Ninety-nine patients were in the LFG316 group; 51 patients were in the sham group. There were no major imbalances between the groups with regard to age, gender, body mass index, or years of AMD.
With regard to safety, there were no serious adverse events or non-ocular adverse events related to the study drug, Zamiri said.
“A couple of patients with intraocular inflammation and a few patients with raised IOP were similar to [the rates] we’ve seen previously with intravitreal injections,” Zamiri said. The rate of endophthalmitis was also similar to that associated with intravitreal injections, Zamiri said.

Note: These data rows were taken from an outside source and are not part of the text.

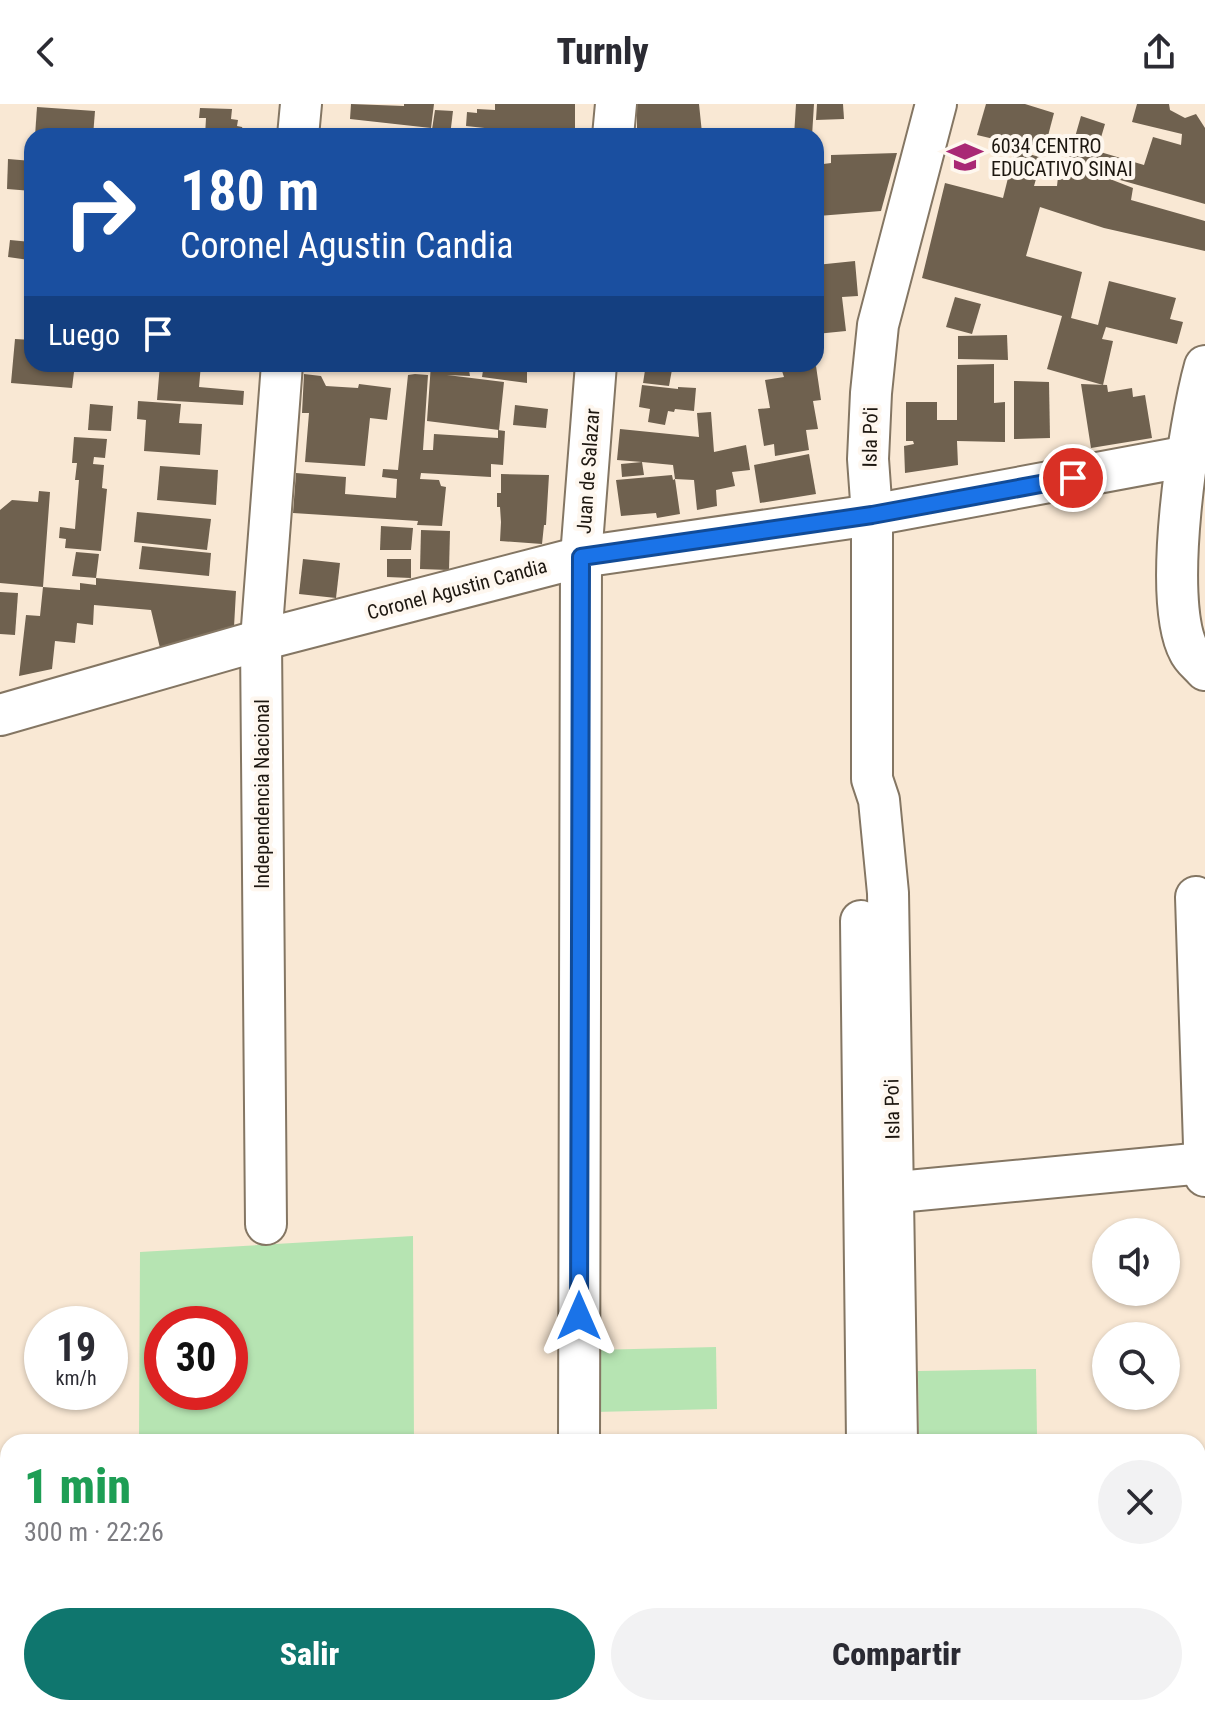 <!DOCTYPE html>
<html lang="es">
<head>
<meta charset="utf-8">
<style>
	body { margin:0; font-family:"Roboto Condensed",sans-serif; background:#f2f2f3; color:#2b2b33; height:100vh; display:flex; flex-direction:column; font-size:30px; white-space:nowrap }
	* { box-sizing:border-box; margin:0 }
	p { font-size:26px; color:#7c7c81 }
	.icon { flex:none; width:44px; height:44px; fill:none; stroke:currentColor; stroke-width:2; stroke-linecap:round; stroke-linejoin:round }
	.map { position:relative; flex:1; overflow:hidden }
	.drawer { position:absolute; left:0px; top:1330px; width:1206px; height:282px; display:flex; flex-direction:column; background:#fff; border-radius:24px 24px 0 0; box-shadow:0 2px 6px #0004 }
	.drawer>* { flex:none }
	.hud { position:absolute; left:24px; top:24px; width:800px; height:244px; border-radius:24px; box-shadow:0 2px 6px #0004; background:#1a4fa0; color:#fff; overflow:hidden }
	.fabs { position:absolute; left:1092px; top:1114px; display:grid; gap:16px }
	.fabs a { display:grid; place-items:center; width:88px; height:88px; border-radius:50%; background:#fff; box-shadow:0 2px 6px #0004; font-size:40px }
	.speed { position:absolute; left:24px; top:1202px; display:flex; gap:16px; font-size:40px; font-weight:700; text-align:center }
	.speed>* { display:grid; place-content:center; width:104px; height:104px; border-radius:50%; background:#fff; box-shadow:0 2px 6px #0004; line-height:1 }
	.speed small { font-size:20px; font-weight:400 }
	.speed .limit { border:12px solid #d22; background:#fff; color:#111 }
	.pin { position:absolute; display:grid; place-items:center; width:68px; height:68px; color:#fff; margin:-34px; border:4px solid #fff; border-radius:50%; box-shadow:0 2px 8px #0007 }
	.me { position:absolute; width:88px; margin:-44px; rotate:0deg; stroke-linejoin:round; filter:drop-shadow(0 0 6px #0008) }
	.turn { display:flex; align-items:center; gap:28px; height:168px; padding:0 24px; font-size:36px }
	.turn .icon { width:104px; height:104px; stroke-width:2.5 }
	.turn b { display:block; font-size:56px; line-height:68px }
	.then { display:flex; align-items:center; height:76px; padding:0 24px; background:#0003; gap:16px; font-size:30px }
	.round { display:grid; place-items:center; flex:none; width:84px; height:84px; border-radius:42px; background:#f2f2f3 }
	.overview { display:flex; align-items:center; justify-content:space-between; height:136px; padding:0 24px }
	h1 { font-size:48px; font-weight:800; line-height:60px; color:#1e9e55 }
	.action { display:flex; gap:16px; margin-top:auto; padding:16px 24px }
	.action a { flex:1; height:92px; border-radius:48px; background:#0f766e; color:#fff; font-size:32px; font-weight:800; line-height:92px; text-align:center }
	.action a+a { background:#f2f2f3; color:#2b2b33 }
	header { display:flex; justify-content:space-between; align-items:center; height:104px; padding:0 24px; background:#fff; font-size:36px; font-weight:800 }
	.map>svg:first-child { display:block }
	.green { fill:#b6e4b2; fill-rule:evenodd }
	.building { fill:#6f614f; fill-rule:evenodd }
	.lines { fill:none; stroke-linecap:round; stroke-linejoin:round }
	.minor-casing { stroke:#847663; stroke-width:44 }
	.minor { stroke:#fff; stroke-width:40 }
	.route-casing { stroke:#114b97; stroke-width:20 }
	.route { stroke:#1a73e8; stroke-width:14 }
	.labels { text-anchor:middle; stroke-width:8; stroke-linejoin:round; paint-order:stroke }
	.poi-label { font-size:20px; fill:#1d1710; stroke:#fef7ef; text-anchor:start }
	.street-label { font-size:20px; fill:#1d1710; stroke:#fef7ef }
</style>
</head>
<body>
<header><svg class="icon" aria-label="back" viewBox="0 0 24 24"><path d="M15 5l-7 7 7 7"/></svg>Turnly<svg class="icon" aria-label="share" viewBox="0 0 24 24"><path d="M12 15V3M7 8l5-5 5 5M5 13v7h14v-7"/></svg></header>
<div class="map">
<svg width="1205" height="1611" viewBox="0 0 1205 1611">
	<rect width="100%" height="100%" fill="#f9e8d4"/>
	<g class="green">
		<path d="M413,1132L414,1338H139L140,1148ZM230,1220V1288H162V1220Z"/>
		<polygon points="716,1243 717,1305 595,1308 593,1246"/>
		<polygon points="1036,1265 1037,1332 919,1335 918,1267"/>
		<polygon points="136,1604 415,1604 416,1611 136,1611"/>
	</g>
	<g class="building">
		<polygon points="351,0 404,2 404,0 434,0 431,24 350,15"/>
		<polygon points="495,0 575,0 575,32 542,32 542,30 466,22 467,8 477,9 477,5 495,6"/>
		<polygon points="637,0 699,0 702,29 691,29 697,32 647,32 647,26 637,26"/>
		<polygon points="796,0 814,0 812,32 794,32"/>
		<polygon points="817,0 843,0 844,15 816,16"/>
		<polygon points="986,0 1025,0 1054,9 1044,47 977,31"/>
		<path d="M1137,0H1169L1170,6L1185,14L1196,10L1205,24V100L1092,68L1133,84L1131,96L1205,117V147L1104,124L1040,103L1026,152L1082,168L1071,214L1098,221L1109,177L1176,194L1170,215L1183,218L1177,240L1106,223L1102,235L1113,237L1103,281L1047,265L1062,212L922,174L945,79L1003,94L1015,46L1067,61L1081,12L1105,20L1097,47L1144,61L1153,33L1181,41L1182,30L1132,18ZM1038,68L1058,73L1057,82H1034Z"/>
		<polygon points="37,3 95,7 93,32 35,32"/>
		<polygon points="200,4 232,5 231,15 238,16 237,22 242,23 244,28 250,27 250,32 205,32 206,14 199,14"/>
		<polygon points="435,6 453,7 450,32 431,32"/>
		<polygon points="897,49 881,107 818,112 816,61 831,59 831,51"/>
		<polygon points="8,55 32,57 32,87 7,85"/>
		<polygon points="10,136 31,138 29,156 8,153"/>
		<polygon points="855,157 858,192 842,193 846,227 816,230 816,161"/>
		<polygon points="955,193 981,200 972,230 946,223"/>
		<polygon points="1007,231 1008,256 958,255 958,232"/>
		<polygon points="15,235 32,236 32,260 75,260 72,284 11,279"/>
		<polygon points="160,260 201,260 199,283 244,287 243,301 157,296"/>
		<polygon points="351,260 430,260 430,268 351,263"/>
		<polygon points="431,260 468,260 470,272 447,271 504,278 499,326 427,317"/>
		<polygon points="484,260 535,260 534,266 527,268 527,279 482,273"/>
		<polygon points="646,260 673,260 669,282 643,279"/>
		<polygon points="994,260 994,299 1005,298 1005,338 957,337 958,361 905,369 904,342 914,340 913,337 906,337 906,298 937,298 937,316 957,316 957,261"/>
		<polygon points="816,262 821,296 813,297 818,325 806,326 809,346 775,352 774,340 764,342 758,305 770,304 765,276 784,273 782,267"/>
		<polygon points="304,270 321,272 326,282 358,284 359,280 391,284 387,316 370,314 365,362 305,358 309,309 302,309"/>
		<polygon points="415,270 428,271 423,346 433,346 434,330 498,334 498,326 505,327 503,361 491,360 491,373 421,369 420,375 439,376 441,382 446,383 442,422 417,421 418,417 293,409 296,369 346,373 345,390 396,394 397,375 382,373 383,365 398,366 408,271"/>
		<polygon points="1014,277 1049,278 1050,334 1014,335"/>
		<polygon points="1081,280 1107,281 1108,288 1132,284 1133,293 1145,291 1152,334 1091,344"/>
		<polygon points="642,281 678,285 678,283 696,284 694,307 675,305 674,308 668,307 665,321 648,318 650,305 639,303"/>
		<polygon points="138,297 181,300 179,319 202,320 200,351 144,347 146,316 137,315"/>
		<polygon points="90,300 113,302 111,327 88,326"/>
		<polygon points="515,301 548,305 546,324 513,321"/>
		<polygon points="711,308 714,348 746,341 750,366 732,368 735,382 716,386 717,402 697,406 694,376 675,375 673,361 642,358 644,371 622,373 621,360 642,358 617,356 620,325 699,333 697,309"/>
		<polygon points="74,333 107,335 105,354 94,353 93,360 104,361 102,384 107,385 101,447 65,444 66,435 59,434 60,423 75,425 79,376 75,376 77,359 72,359"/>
		<polygon points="809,350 816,390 760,399 754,361"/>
		<polygon points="160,362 218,366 216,401 157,396"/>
		<polygon points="501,370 549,371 546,421 544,421 542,440 500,437 501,418 500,403 497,403 497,389 501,389"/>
		<polygon points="672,371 673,376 675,375 680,410 657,414 656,409 621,412 616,376"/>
		<polygon points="39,387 50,388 43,483 0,479 0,406 12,396 38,398"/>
		<polygon points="137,408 211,415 207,446 134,438"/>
		<polygon points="381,422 413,424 411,446 380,446"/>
		<polygon points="421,426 450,427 449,466 420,465"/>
		<polygon points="142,442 211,449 209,472 139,465"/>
		<polygon points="76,448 99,450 96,474 236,487 234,523 160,544 151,506 94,501 93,521 77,519 75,539 55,537 52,565 19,572 26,511 40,512 43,483 80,486 80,479 96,481 96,474 72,472"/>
		<polygon points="303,455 340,459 336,494 299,490"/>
		<polygon points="387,455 411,455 411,474 387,473"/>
		<polygon points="0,488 18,489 15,531 0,530"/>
		<polygon points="7,1604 121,1604 121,1611 6,1611"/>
	</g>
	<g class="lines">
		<g class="minor-casing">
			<g id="minor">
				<polyline points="298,32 301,0"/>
				<polyline points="613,32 616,0"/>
				<path d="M1205,262C1189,319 1161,496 1189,547C1192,554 1200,560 1205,566"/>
				<polyline points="0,611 261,536 581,453 872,411 1205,349"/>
				<polyline points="1196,793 1205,1072"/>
				<polyline points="861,817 867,1338"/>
				<polyline points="866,1091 1204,1059"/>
				<polyline points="266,1120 261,536 282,260"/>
				<polyline points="579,1338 581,453 596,260"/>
				<polyline points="897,1338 888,789 879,696 872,675 872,411 868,355 871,289 878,221 936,0"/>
				<polyline points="870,1604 870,1611"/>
				<polyline points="901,1604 901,1611"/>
				<polyline points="578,1611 578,1604"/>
			</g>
		</g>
		<use href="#minor" class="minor"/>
	</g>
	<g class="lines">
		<g class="route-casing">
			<polyline id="route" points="579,1212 581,453 872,411 1073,374"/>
		</g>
		<use href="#route" class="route"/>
	</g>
	<defs>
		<g id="school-bare" transform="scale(2.76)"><path d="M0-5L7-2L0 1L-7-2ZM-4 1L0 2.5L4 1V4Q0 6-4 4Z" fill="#a92875" stroke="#fef7ef" stroke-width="2.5" paint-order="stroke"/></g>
	</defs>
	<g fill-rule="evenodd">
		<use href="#school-bare" x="965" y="53"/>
	</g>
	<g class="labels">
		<g class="poi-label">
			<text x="991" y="49">6034 CENTRO<tspan x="991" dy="23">EDUCATIVO SINAI</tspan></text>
		</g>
		<g class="street-label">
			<text transform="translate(870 333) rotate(-89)" y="7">Isla Po'i</text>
			<text transform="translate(588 367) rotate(-86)" y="7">Juan de Salazar</text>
			<text transform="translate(457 485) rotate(-15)" y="7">Coronel Agustin Candia</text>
			<text transform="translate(262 690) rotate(-90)" y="7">Independencia Nacional</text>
			<text transform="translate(892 1005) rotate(-91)" y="7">Isla Po'i</text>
		</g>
	</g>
</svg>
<div class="fabs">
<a><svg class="icon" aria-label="sound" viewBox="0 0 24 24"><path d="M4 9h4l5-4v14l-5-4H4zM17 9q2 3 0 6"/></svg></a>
<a><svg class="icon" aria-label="search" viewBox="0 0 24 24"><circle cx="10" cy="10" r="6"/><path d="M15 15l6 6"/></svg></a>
</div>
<div class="speed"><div>19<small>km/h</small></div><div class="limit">30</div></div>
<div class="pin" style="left:1073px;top:374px;background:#d93025"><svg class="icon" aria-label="arrive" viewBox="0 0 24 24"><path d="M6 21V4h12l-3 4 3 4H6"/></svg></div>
<svg class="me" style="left:579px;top:1212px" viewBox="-20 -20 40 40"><path d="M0-17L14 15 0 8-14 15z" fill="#1a73e8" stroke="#fff" stroke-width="4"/></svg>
<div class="hud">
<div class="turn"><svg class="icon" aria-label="right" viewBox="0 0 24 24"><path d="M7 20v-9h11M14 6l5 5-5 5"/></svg><div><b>180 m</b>Coronel Agustin Candia</div></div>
<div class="then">Luego<svg class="icon" aria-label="arrive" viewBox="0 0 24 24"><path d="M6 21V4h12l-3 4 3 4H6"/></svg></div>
</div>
<section class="drawer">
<div class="overview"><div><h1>1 min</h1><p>300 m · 22:26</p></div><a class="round"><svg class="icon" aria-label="close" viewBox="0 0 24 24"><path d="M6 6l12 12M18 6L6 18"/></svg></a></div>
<div class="action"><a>Salir</a><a>Compartir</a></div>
</section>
</div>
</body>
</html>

Visual acuity gains were nominal, again with no significant difference between LFG316 and sham, she said.
“LFG316 has an acceptable safety profile ... for further development, but monthly treatment with LFG316 monotherapy was not efficacious, either in GA lesion reduction or in visual acuity [gains],” Zamiri said. – by Kate Sherrer and Kristie Kahl
Disclosure: Zamiri reports she is a consultant for Novartis.